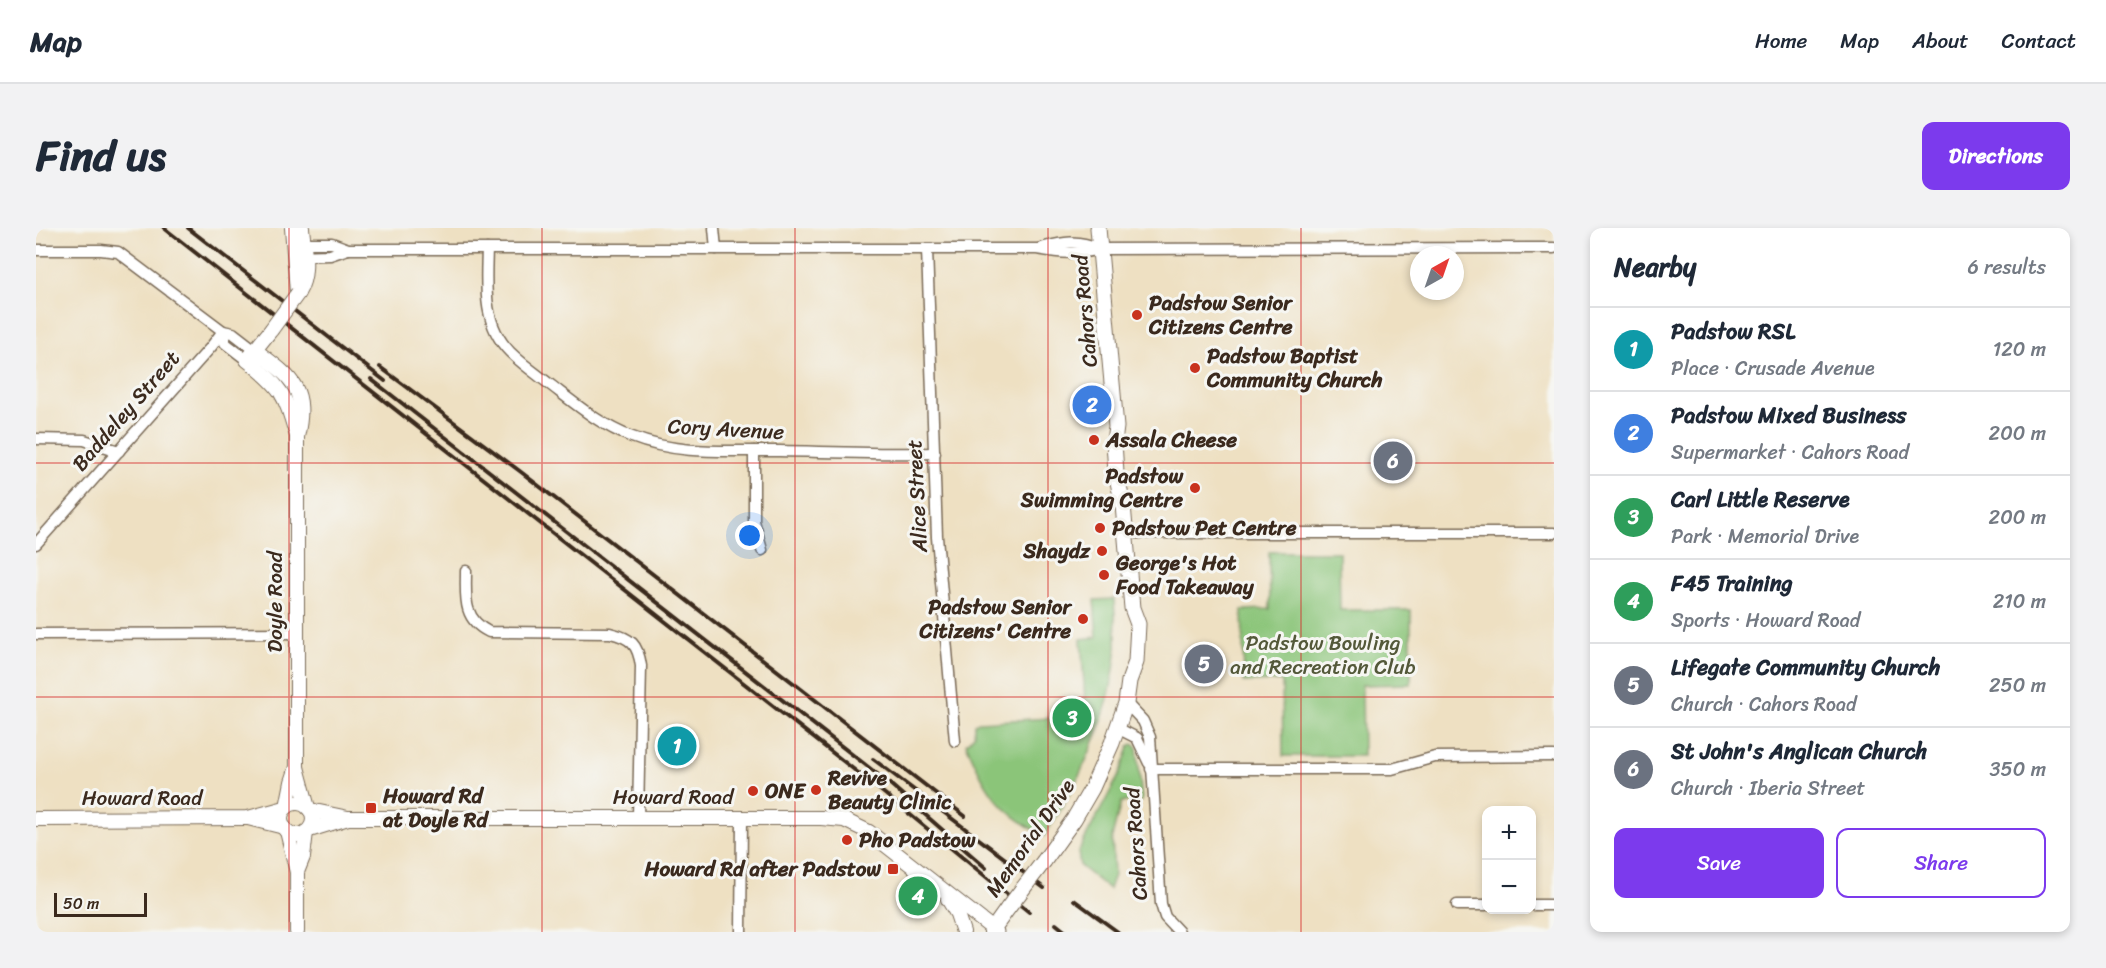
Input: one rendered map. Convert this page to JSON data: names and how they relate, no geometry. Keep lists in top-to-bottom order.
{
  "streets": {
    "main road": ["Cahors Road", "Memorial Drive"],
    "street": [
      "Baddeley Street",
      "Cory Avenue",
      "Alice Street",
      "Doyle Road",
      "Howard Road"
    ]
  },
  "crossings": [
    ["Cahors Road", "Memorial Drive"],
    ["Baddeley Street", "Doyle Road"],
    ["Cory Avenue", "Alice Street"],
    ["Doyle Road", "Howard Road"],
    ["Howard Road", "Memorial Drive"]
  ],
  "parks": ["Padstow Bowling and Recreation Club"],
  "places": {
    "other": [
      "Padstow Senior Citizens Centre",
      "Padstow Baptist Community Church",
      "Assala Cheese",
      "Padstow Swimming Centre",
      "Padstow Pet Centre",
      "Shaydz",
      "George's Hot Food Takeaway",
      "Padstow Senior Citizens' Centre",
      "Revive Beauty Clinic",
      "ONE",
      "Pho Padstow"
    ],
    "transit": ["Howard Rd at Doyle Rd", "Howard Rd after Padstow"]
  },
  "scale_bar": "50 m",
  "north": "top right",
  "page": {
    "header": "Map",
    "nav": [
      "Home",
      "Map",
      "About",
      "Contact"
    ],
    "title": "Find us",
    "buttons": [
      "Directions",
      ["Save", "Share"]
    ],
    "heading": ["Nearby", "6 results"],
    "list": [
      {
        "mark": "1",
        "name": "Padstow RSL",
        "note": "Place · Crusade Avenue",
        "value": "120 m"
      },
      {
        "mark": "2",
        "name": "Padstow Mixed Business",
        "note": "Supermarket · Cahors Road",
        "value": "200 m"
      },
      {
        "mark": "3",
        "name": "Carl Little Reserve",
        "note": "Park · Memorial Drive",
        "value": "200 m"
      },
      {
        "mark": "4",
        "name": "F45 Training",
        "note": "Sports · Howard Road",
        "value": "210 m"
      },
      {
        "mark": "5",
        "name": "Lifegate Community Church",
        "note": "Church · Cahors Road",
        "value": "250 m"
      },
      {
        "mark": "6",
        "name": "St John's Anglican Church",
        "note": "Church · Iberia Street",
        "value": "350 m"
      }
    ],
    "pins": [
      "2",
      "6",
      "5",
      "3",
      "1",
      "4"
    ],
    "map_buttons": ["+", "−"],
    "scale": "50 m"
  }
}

────────────────────

_What the task asks_: Return all lines in the data that include the word "Memorial".

_Exercise result_:
    "main road": ["Cahors Road", "Memorial Drive"],
    ["Cahors Road", "Memorial Drive"],
    ["Howard Road", "Memorial Drive"]
        "note": "Park · Memorial Drive",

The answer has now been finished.